The chair creaks as you settle onto it. The candlelight flickers. All around you the ravenous faces of your so-called friends twist in delight as you slowly open the box laid out on the table. Welcome to Dangerous Games!
Illuminati
Just continue living your life, citizen. Go on, keep watching television and eating fast food. Continue to laugh at the foibles of your favorite sitcom family, continue to drive your car to and from the mega-corporation that you work for, continue to eat the food we put on the shelves of your grocery store. You should be excited. You’re part of our plan!
Do cryptic passages like the one above leave you feeling used and sheep-like? Do you wish you could take up the reigns of a powerful secret society? Well, in Steve Jackson Games’ classic (released originally in 1982) card game Illuminati, you can! This sometimes-humorous, sometimes-hits-too-close-to-home card game pits two to six players against each other as competing secret societies vying for power over the planet. You can play as such classic world groups as “The Discordian Society,” “The Bavarian Illuminati,” “The Servants of Cthulhu,” and “The UFOs” among others. Once you choose your global takeover force, it’s time to try and take over. First player to reach a certain number of cards (different depending on the number of players in the game) or complete an objective specific to your Illuminati group wins.
Gameplay Mechanics
There are three types of cards in the base game. The Illuminati cards, which tell you which group you belong to, are the smallest number of cards. These start at the center of your game space and make up the center of your power structure. You build off of that by taking over (with successful dice rolls) other Groups, the second type of card. These Groups cards could be anything from fast food chains to an international weather organization. Take control of these groups, connect them to your base of power, and take over the world!
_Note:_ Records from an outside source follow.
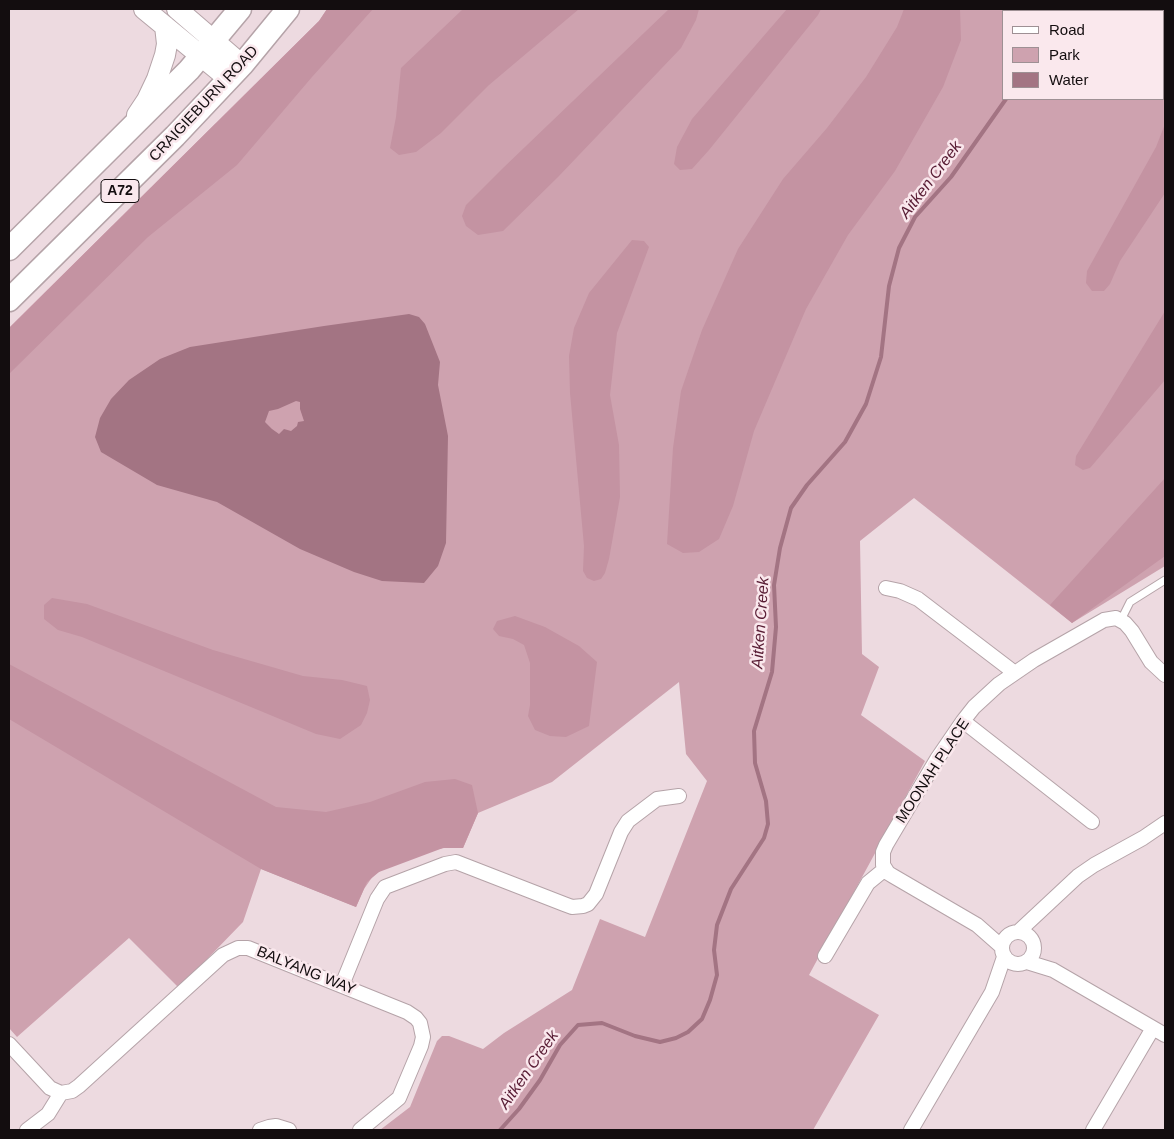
<!DOCTYPE html>
<html>
<head>
<meta charset="utf-8">
<style>
  body { margin:0 }
  #map { position:relative; width:1174px; height:1139px; overflow:hidden; background:#eddae0; font-family:Arial,sans-serif }
  canvas { display:block }
  .frame { position:absolute; inset:0; border:10px solid #130d0f; pointer-events:none }
  .legend { position:absolute; left:1002px; top:10px; width:162px; height:90px; box-sizing:border-box; background:#fae8ed; border:1px solid #9e9094; margin:0; padding:6px 9px; list-style:none; font-size:15px; color:#130d0f }
  .legend li { display:flex; align-items:center; gap:10px; height:25px }
  .legend b { width:25px; border:1px solid #9e9094 }
</style>
</head>
<body>
<div id="map">
<canvas width="1174" height="1139"></canvas>
<div class="frame"></div>
<ul class="legend">
<li><b style="height:6px;background:#fff"></b>Road</li>
<li><b style="height:14px;background:#cea2af"></b>Park</li>
<li><b style="height:14px;background:#a37483"></b>Water</li>
</ul>
</div>
<script>
const c = document.querySelector('canvas').getContext('2d');
c.lineJoin = 'round';
function paint(path, color) {
  c.fillStyle = color;
  c.fill(path, 'evenodd');
}
function shape(rows) {
  const path = new Path2D();
  for (const r of rows) {
    if (r.length === 3) {
      path.moveTo(r[0] + r[2], r[1]);
      path.arc(r[0], r[1], r[2], 0, 2 * Math.PI);
      continue;
    }
    path.moveTo(r[0], r[1]);
    for (let i = 2; i < r.length; i += 2) path.lineTo(r[i], r[i + 1]);
  }
  return path;
}
function trace(path, color, width, dash) {
  c.strokeStyle = color;
  c.lineWidth = width;
  c.lineCap = dash ? 'butt' : 'round';
  c.setLineDash(dash || []);
  c.stroke(path);
}
function write(font, color, halo, rows, align = 'center') {
  c.font = font + ' Arial,sans-serif';
  c.lineWidth = 5;
  c.setLineDash([]);
  c.textBaseline = 'middle';
  c.strokeStyle = halo;
  c.fillStyle = color;
  for (const [text, x, y, turn = 0] of rows) {
    c.save();
    c.translate(x, y);
    c.rotate((+turn || 0) * Math.PI / 180);
    c.textAlign = isNaN(turn) ? turn : align;
    if (halo) c.strokeText(text, 0, 0);
    c.fillText(text, 0, 0);
    c.restore();
  }
}
const green = shape([
  [327,9,1165,9,1165,566,1072,623,914,498,860,541,862,654,879,667,861,715,925,761,809,975,879,1015,813,1130,380,1130,410,1107,437,1041,442,1036,449,1036,483,1049,504,1033,572,990,600,919,645,937,707,781,686,754,679,682,552,782,478,813,463,848,449,847,434,850,383,869,373,876,364,889,356,907,261,869,243,922,179,988,129,938,17,1037,9,1028,9,328,319,21],
  [1003,11,1163,11,1163,99,1003,99]
]);
const forest = shape([
  [327,9,373,9,312,77,237,165,148,237,9,374,9,328,319,21],
  [463,9,579,9,489,85,441,133,416,152,399,155,390,148,396,117,401,68],
  [669,9,699,9,696,20,681,48,558,177,503,231,478,235,466,226,462,216,466,205,502,169],
  [787,9,821,9,818,15,709,150,692,169,680,170,674,164,677,147,692,119],
  [904,9,960,9,961,40,943,87,895,171,848,235,806,309,754,431,733,506,719,539,699,552,683,553,667,544,673,448,681,391,702,330,738,249,783,179,827,128,866,77,897,27],
  [1165,124,1165,193,1120,261,1110,284,1104,291,1092,291,1086,283,1087,271,1156,147],
  [632,240,644,241,649,247,617,333,610,395,619,445,620,497,609,559,605,573,601,579,594,581,587,578,583,571,584,546,570,393,569,356,574,328,589,293],
  [1165,311,1165,380,1090,468,1083,470,1075,465,1076,456],
  [1165,478,1165,556,1072,623,1050,605],
  [52,598,87,604,213,650,303,676,342,680,367,686,370,700,367,713,361,725,340,739,316,734,82,637,58,630,44,619,44,605],
  [515,616,545,627,579,646,597,662,589,726,566,737,550,736,535,730,528,716,530,705,530,663,524,645,513,639,499,636,493,629,497,621],
  [9,664,276,807,326,812,370,802,425,782,455,779,472,785,478,813,463,848,443,848,379,872,367,882,356,907,261,869,9,719]
]);
const water = shape([
  [409,314,419,317,425,324,440,362,438,385,448,436,446,543,438,566,424,583,382,581,354,572,300,549,217,502,157,485,101,452,95,437,100,418,111,399,129,380,160,359,190,347,324,326],
  [296,401,300,402,300,409,304,421,298,422,297,426,291,431,284,429,279,434,272,429,265,422,269,411,278,409]
]);
const stream = shape([
  [1065,11,1067,9],
  [500,1130,519,1109,540,1080,560,1045,578,1025,602,1023,635,1036,660,1042,676,1038,688,1032,702,1019,710,1000,717,975,714,950,717,925,731,889,764,838,768,824,766,801,755,763,754,731,772,672,776,627,774,585,780,548,791,508,807,485,845,442,866,404,881,357,889,286,899,248,915,217,951,177,1006,99]
]);
const lane = shape([
  [1121,620,1130,602,1165,580]
]);
const street = shape([
  [886,588,900,591,918,599,1015,673],
  [963,721,1092,822],
  [1018,932,1078,876,1094,865,1143,838,1165,823],
  [1018,948,16],
  [1002,947,977,925,893,876,888,873,883,865,883,852,886,845,937,759,963,721,974,707,999,684,1034,660,1104,620,1116,618,1125,623,1132,631,1151,662,1165,675],
  [825,956,868,883,885,869],
  [1027,962,1053,970,1165,1035],
  [342,985,377,899,385,887,445,864,456,862,564,904,572,907,583,906,588,904,596,894,621,832,628,821,657,799,679,796],
  [9,1044,50,1088,61,1093,72,1091,79,1086,223,955,238,948,248,948,407,1012,416,1018,420,1023,423,1037,421,1046,399,1098,360,1130],
  [27,1130,48,1114,61,1093],
  [260,1130,269,1127,276,1126,289,1130],
  [911,1130,992,992,1004,957],
  [1093,1130,1153,1028]
]);
const secondary = shape([
  [144,9,229,79],
  [177,9,242,65],
  [137,115,147,100,157,79,165,55,167,44,165,26]
]);
const primary = shape([
  [9,249,189,70,240,9],
  [9,300,175,136,242,65,288,9]
]);
const shields = [
  [120,191,38]
];
const shieldNames = [
  ["A72",120,191]
];
const streetNames = [
  ["CRAIGIEBURN ROAD",204,104,-47],
  ["MOONAH PLACE",933,771,-57],
  ["BALYANG WAY",306,971,22]
];
const waterNames = [
  ["Aitken Creek",931,180,-53],
  ["Aitken Creek",761,623,-86],
  ["Aitken Creek",529,1070,-55]
];
paint(green, '#cea2af');
paint(forest, '#c493a2');
paint(water, '#a37483');
trace(stream, '#a37483', 4);
trace(lane, '#b5a3a8', 9);
trace(street, '#b5a3a8', 16);
trace(secondary, '#b5a3a8', 22);
trace(primary, '#b5a3a8', 25);
trace(lane, '#fff', 7);
trace(street, '#fff', 14);
trace(secondary, '#fff', 20);
trace(primary, '#fff', 22);
for (const [x, y, w] of shields) {
  const box = new Path2D();
  box.roundRect(x - w / 2, y - 11.5, w, 23, 4);
  c.fillStyle = '#fae8ed';
  c.fill(box);
  trace(box, '#130d0f', 1);
}
write('bold 14px', '#130d0f', null, shieldNames);
write('15px', '#130d0f', '#fae8ed', streetNames);
write('italic 16px', '#581c34', '#fae8ed', waterNames);
</script>
</body>
</html>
The third type of card is a group of special cards that include unexpected phenomena. These could help or hinder you or your opponent. As you all draw cards and make attempts at different power groups, you can play your opponents off each other, make bids for their cards, and attempt to undermine their plans. The first player to reach a win condition takes the game, and the conditions vary based on the number of players.
Replay Value
This is a game you are definitely going to want to come back to. I know people who have been playing this game steadily since it came out over thirty years ago. It’s so full of weird images, fun interconnectedness, and an awesome element of back-stabbing. It’s certainly hard to get sick of Illuminati.
Overall Impressions
My favorite part about this game is the bizarre artwork on the cards. It’s not glossy, pretty, or fancy. It’s not overwrought. It’s like old Magic: The Gathering cards or old illustrations in Dungeons and Dragons. It’s weird, it’s slightly amateur, and for me it adds a ton of entertainment value to the cards. There’s something inauthentic about the new push to have highly stylized, well-detailed art on games. I miss the grittiness these old games felt. Mix that awesome art with the fact that this game is still going strong and still available at your local gaming/hobby shop, and I can’t say to it. Besides, if you get bored after playing, you can always browse the dozen or so websites that believe this game is actually the work of Illuminati, or believe it told the future, or believe... eh, you get the idea. Who would have thought a game about conspiracy theorists would attract the attention of conspiracy theorists?